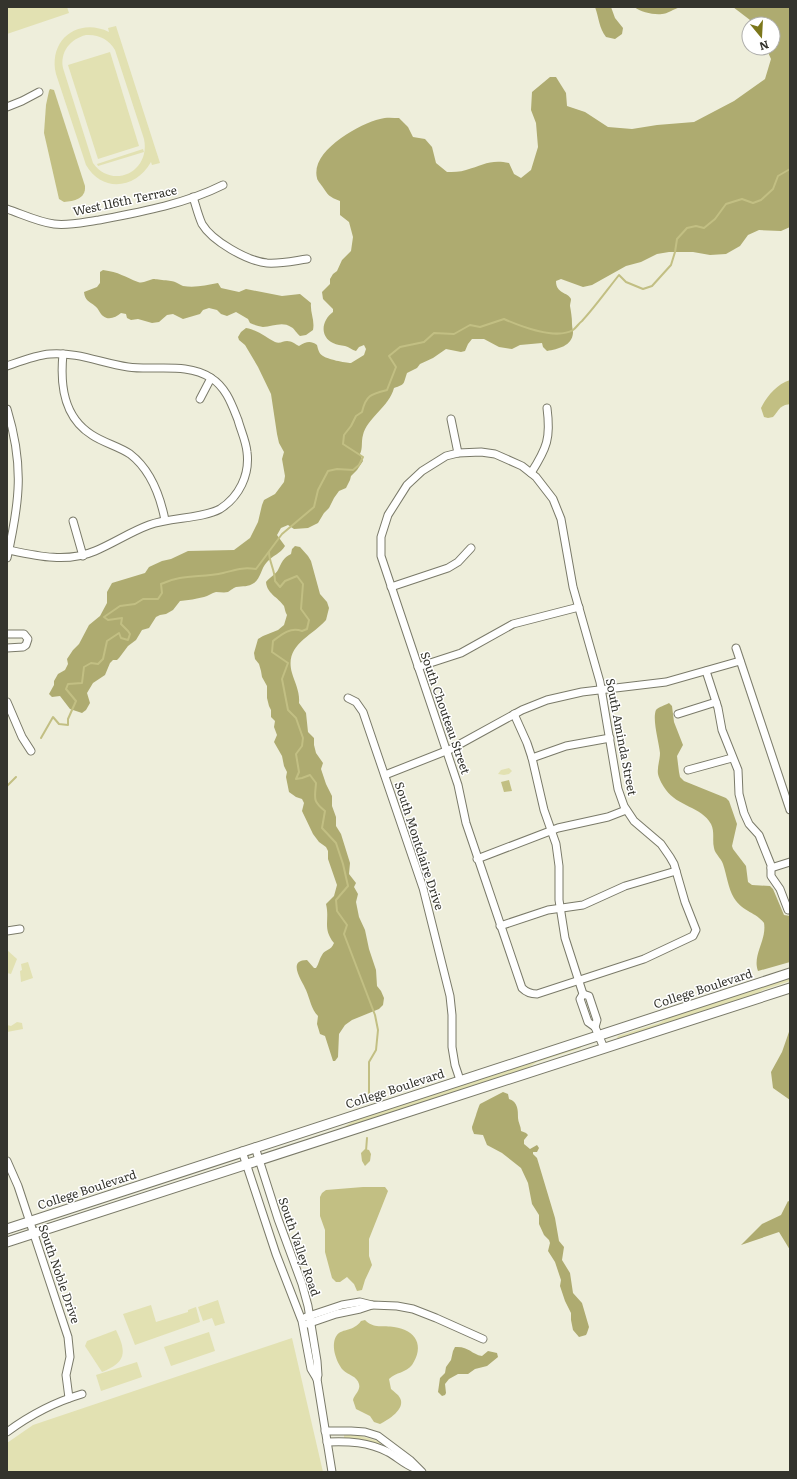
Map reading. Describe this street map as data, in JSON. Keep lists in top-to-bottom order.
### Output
{
  "streets": {
    "main road": ["College Boulevard"],
    "street": [
      "West 116th Terrace",
      "South Chouteau Street",
      "South Aminda Street",
      "South Montclaire Drive",
      "South Valley Road",
      "South Noble Drive"
    ]
  },
  "crossings": [
    ["South Chouteau Street", "South Aminda Street"],
    ["South Montclaire Drive", "College Boulevard"],
    ["College Boulevard", "South Valley Road"],
    ["College Boulevard", "South Noble Drive"]
  ],
  "north": "bottom"
}
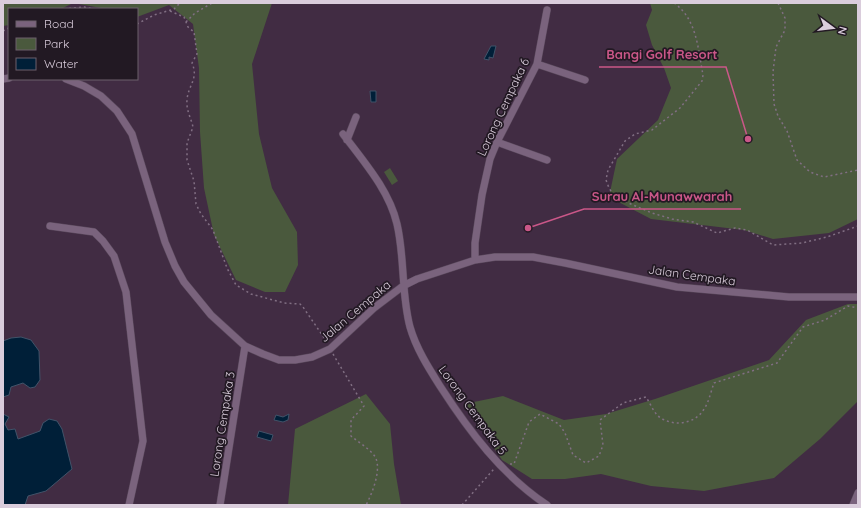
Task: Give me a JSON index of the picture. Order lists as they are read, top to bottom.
{
  "streets": {
    "street": [
      "Lorong Cempaka 6",
      "Jalan Cempaka",
      "Lorong Cempaka 5",
      "Lorong Cempaka 3"
    ]
  },
  "crossings": [
    ["Lorong Cempaka 6", "Jalan Cempaka"],
    ["Jalan Cempaka", "Lorong Cempaka 5"],
    ["Jalan Cempaka", "Lorong Cempaka 3"]
  ],
  "places": ["Bangi Golf Resort", "Surau Al-Munawwarah"],
  "legend": ["Road", "Park", "Water"],
  "north": "right"
}
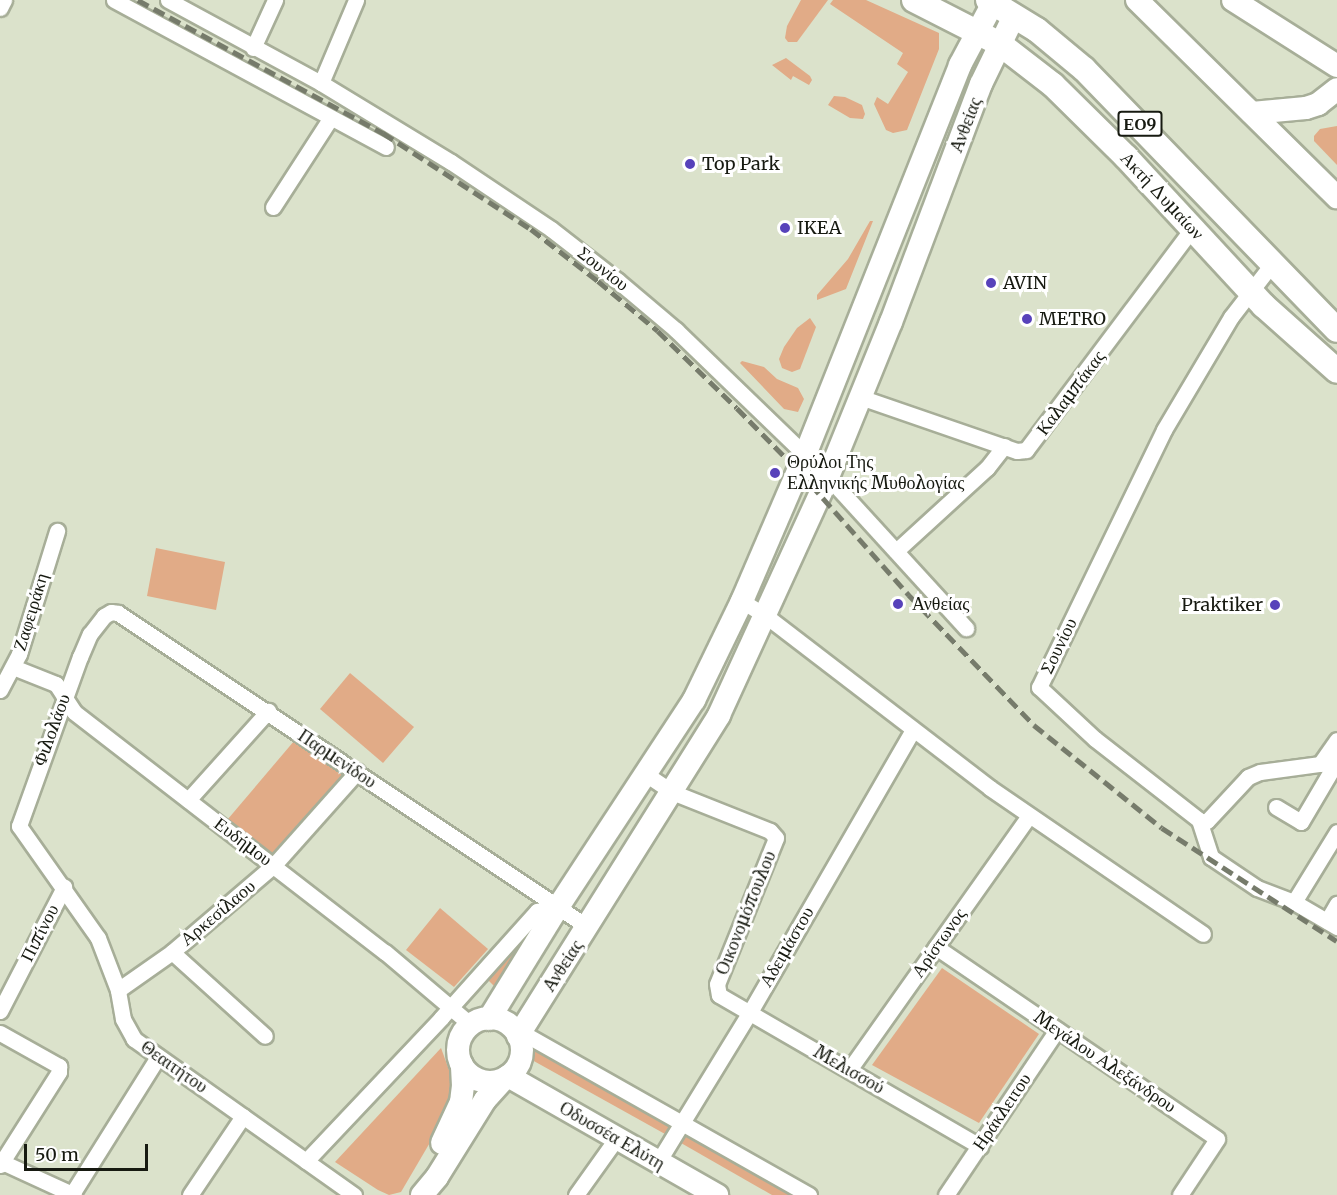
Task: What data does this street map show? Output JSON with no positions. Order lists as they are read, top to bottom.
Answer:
{
  "streets": {
    "main road": [
      "ΕΟ9",
      "Ανθείας",
      "Ακτή Δυμαίων",
      "Οδυσσέα Ελύτη"
    ],
    "street": [
      "Σουνίου",
      "Καλαμπάκας",
      "Ζαφειράκη",
      "Φιλολάου",
      "Παρμενίδου",
      "Ευδήμου",
      "Αρκεσίλαου",
      "Οικονομόπουλου",
      "Πιπίνου",
      "Αρίστωνος",
      "Αδειμάστου",
      "Μεγάλου Αλεξάνδρου",
      "Θεαιτήτου",
      "Μελισσού",
      "Ηράκλειτου"
    ]
  },
  "crossings": [
    ["Ανθείας", "Ακτή Δυμαίων"],
    ["Ανθείας", "Σουνίου"],
    ["Ανθείας", "Καλαμπάκας"],
    ["Ανθείας", "Παρμενίδου"],
    ["Ανθείας", "Ευδήμου"],
    ["Ανθείας", "Οικονομόπουλου"],
    ["Ανθείας", "Οδυσσέα Ελύτη"],
    ["Ακτή Δυμαίων", "Σουνίου"],
    ["Ακτή Δυμαίων", "Καλαμπάκας"],
    ["Ζαφειράκη", "Ευδήμου"],
    ["Φιλολάου", "Παρμενίδου"],
    ["Φιλολάου", "Ευδήμου"],
    ["Φιλολάου", "Θεαιτήτου"],
    ["Παρμενίδου", "Αρκεσίλαου"],
    ["Ευδήμου", "Αρκεσίλαου"],
    ["Ευδήμου", "Οδυσσέα Ελύτη"],
    ["Αρκεσίλαου", "Θεαιτήτου"],
    ["Οικονομόπουλου", "Μελισσού"],
    ["Πιπίνου", "Θεαιτήτου"],
    ["Αρίστωνος", "Μεγάλου Αλεξάνδρου"],
    ["Αρίστωνος", "Μελισσού"],
    ["Αδειμάστου", "Μελισσού"],
    ["Αδειμάστου", "Οδυσσέα Ελύτη"],
    ["Μεγάλου Αλεξάνδρου", "Ηράκλειτου"],
    ["Μελισσού", "Ηράκλειτου"]
  ],
  "places": [
    "Top Park",
    "IKEA",
    "AVIN",
    "METRO",
    "Θρύλοι Της Ελληνικής Μυθολογίας",
    "Ανθείας",
    "Praktiker"
  ],
  "scale_bar": "50 m"
}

****************

▶ What you should do: Transcribe the records word for word and include no pictures.

▶ Response area:
Map reading. Describe this street map as data, in JSON. Keep lists in top-to-bottom order.
### Output
{
  "streets": {
    "main road": ["College Boulevard"],
    "street": [
      "West 116th Terrace",
      "South Chouteau Street",
      "South Aminda Street",
      "South Montclaire Drive",
      "South Valley Road",
      "South Noble Drive"
    ]
  },
  "crossings": [
    ["South Chouteau Street", "South Aminda Street"],
    ["South Montclaire Drive", "College Boulevard"],
    ["College Boulevard", "South Valley Road"],
    ["College Boulevard", "South Noble Drive"]
  ],
  "north": "bottom"
}
Task: Give me a JSON index of the picture. Order lists as they are read, top to bottom.
{
  "streets": {
    "street": [
      "Lorong Cempaka 6",
      "Jalan Cempaka",
      "Lorong Cempaka 5",
      "Lorong Cempaka 3"
    ]
  },
  "crossings": [
    ["Lorong Cempaka 6", "Jalan Cempaka"],
    ["Jalan Cempaka", "Lorong Cempaka 5"],
    ["Jalan Cempaka", "Lorong Cempaka 3"]
  ],
  "places": ["Bangi Golf Resort", "Surau Al-Munawwarah"],
  "legend": ["Road", "Park", "Water"],
  "north": "right"
}
Task: What data does this street map show? Output JSON with no positions. Order lists as they are read, top to bottom.
Answer:
{
  "streets": {
    "main road": [
      "ΕΟ9",
      "Ανθείας",
      "Ακτή Δυμαίων",
      "Οδυσσέα Ελύτη"
    ],
    "street": [
      "Σουνίου",
      "Καλαμπάκας",
      "Ζαφειράκη",
      "Φιλολάου",
      "Παρμενίδου",
      "Ευδήμου",
      "Αρκεσίλαου",
      "Οικονομόπουλου",
      "Πιπίνου",
      "Αρίστωνος",
      "Αδειμάστου",
      "Μεγάλου Αλεξάνδρου",
      "Θεαιτήτου",
      "Μελισσού",
      "Ηράκλειτου"
    ]
  },
  "crossings": [
    ["Ανθείας", "Ακτή Δυμαίων"],
    ["Ανθείας", "Σουνίου"],
    ["Ανθείας", "Καλαμπάκας"],
    ["Ανθείας", "Παρμενίδου"],
    ["Ανθείας", "Ευδήμου"],
    ["Ανθείας", "Οικονομόπουλου"],
    ["Ανθείας", "Οδυσσέα Ελύτη"],
    ["Ακτή Δυμαίων", "Σουνίου"],
    ["Ακτή Δυμαίων", "Καλαμπάκας"],
    ["Ζαφειράκη", "Ευδήμου"],
    ["Φιλολάου", "Παρμενίδου"],
    ["Φιλολάου", "Ευδήμου"],
    ["Φιλολάου", "Θεαιτήτου"],
    ["Παρμενίδου", "Αρκεσίλαου"],
    ["Ευδήμου", "Αρκεσίλαου"],
    ["Ευδήμου", "Οδυσσέα Ελύτη"],
    ["Αρκεσίλαου", "Θεαιτήτου"],
    ["Οικονομόπουλου", "Μελισσού"],
    ["Πιπίνου", "Θεαιτήτου"],
    ["Αρίστωνος", "Μεγάλου Αλεξάνδρου"],
    ["Αρίστωνος", "Μελισσού"],
    ["Αδειμάστου", "Μελισσού"],
    ["Αδειμάστου", "Οδυσσέα Ελύτη"],
    ["Μεγάλου Αλεξάνδρου", "Ηράκλειτου"],
    ["Μελισσού", "Ηράκλειτου"]
  ],
  "places": [
    "Top Park",
    "IKEA",
    "AVIN",
    "METRO",
    "Θρύλοι Της Ελληνικής Μυθολογίας",
    "Ανθείας",
    "Praktiker"
  ],
  "scale_bar": "50 m"
}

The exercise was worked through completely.